Posted by spritzophrenia on December 22, 2009

For those who have an interest in paganism/wicca. I originally wrote this in 2007.

It’s been a few years since I did a little reading around modern paganism (also called neo-paganism), notably Margot Adlers’ sympathetic overview Drawing Down the Moon.

For those who are unfamiliar, the wikipedia article is a useful place to start, bearing in mind the dangers of relying on Wikipedia too much. (There are Wikipedia articles on other topics I’ve read which have, if not error, a misleading use of language.)
I’m not a pagan but I went to a pagan camp/festival near Levin over the Easter weekend to hang out with some friends. I’ve been thinking about the experience, partly in relation to other participants’ responses. I will divide my response in two, namely 1. my experience and 2. my reflection on the long weekend.

My experience and feelings while there
Disclaimer: I’m well aware that a non-adherent of a religion usually makes mistakes in emphasis, nuance and understanding when writing about it. My apologies for any factual errors.

There were about 70 people or so there for the whole weekend, and i imagine with visitors the numbers would have been over 100. The whole thing reminded me of a slightly tacky christian church camp of the kind I used to go to. Note, i do not identify as a christian any more, although even that simplifies things too much.

Most people camped; it was nice to be out under the stars drinking wine or cider and chatting. There was lots of free time to socialise, communal breakfast and evening meals, seminars and workshops and a sort of market where people were selling items like herbs, candles, jewelery and old-style “witchy” brooms (seriously). This was derided as Pagan ‘bling’ or ‘tack’ by one or two I was at the festival with. Pentacles abounded. (Star-like symbols, they can be six sided but the 5 sided pentagram type was more common. Not upside down tho’ – only naughty people wear those.) I went to 3 seminars that were focused on the academic or theoretical end of things which I really enjoyed. It was clearly stated several times by one seminar leader: “Modern Paganism/Witchcraft was invented by Gerald Gardner in 1954”.
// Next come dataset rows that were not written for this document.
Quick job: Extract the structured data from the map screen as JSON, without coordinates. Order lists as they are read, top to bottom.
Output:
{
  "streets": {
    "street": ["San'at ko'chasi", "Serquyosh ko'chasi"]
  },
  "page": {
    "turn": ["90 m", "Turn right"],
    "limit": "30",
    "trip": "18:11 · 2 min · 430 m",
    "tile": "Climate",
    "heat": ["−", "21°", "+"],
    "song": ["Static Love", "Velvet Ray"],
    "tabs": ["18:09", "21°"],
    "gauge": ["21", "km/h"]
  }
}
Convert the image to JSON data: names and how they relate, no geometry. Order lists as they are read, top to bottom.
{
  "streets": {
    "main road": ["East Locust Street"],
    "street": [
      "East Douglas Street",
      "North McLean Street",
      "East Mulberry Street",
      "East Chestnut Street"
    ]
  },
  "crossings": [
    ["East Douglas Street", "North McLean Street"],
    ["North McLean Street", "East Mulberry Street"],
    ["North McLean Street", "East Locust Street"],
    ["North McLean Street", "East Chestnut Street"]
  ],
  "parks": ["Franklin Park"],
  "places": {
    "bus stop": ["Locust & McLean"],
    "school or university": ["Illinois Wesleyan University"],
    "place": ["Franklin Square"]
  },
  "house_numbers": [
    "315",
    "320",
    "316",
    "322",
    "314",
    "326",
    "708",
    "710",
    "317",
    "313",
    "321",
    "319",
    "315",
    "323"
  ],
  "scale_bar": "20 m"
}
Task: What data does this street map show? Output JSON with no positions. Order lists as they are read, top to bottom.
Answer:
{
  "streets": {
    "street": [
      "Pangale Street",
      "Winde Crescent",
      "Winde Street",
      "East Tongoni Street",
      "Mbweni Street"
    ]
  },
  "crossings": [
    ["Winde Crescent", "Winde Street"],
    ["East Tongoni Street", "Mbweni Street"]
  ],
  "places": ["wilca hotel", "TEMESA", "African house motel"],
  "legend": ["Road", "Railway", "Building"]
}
Each night there was a ritual, followed by drumming and dancing around a fire. The rituals were not well received by a minority. Some had issues with the ritual elements themselves (eg, “I didn’t like it ‘cos they used four watchtowers which is from Freemasonry and they had a priest and a priestess leading it”). To be fair, the organisers were trying to do their best to make the rituals inclusive of the diversity that is neopaganism (see below.) Some people simply found the rituals tacky, contrived, unconvincing, fake or couldn’t respect those leading them. I was in this second group. Whatever its failings, one thing Episcopalian christianity has learned is how to do robed-up liturgical rituals well. The second night’s ritual was very late, and long. Fortunately I missed that as the second two nights a small number including myself chose not to go to the rituals because of our dissatisfaction.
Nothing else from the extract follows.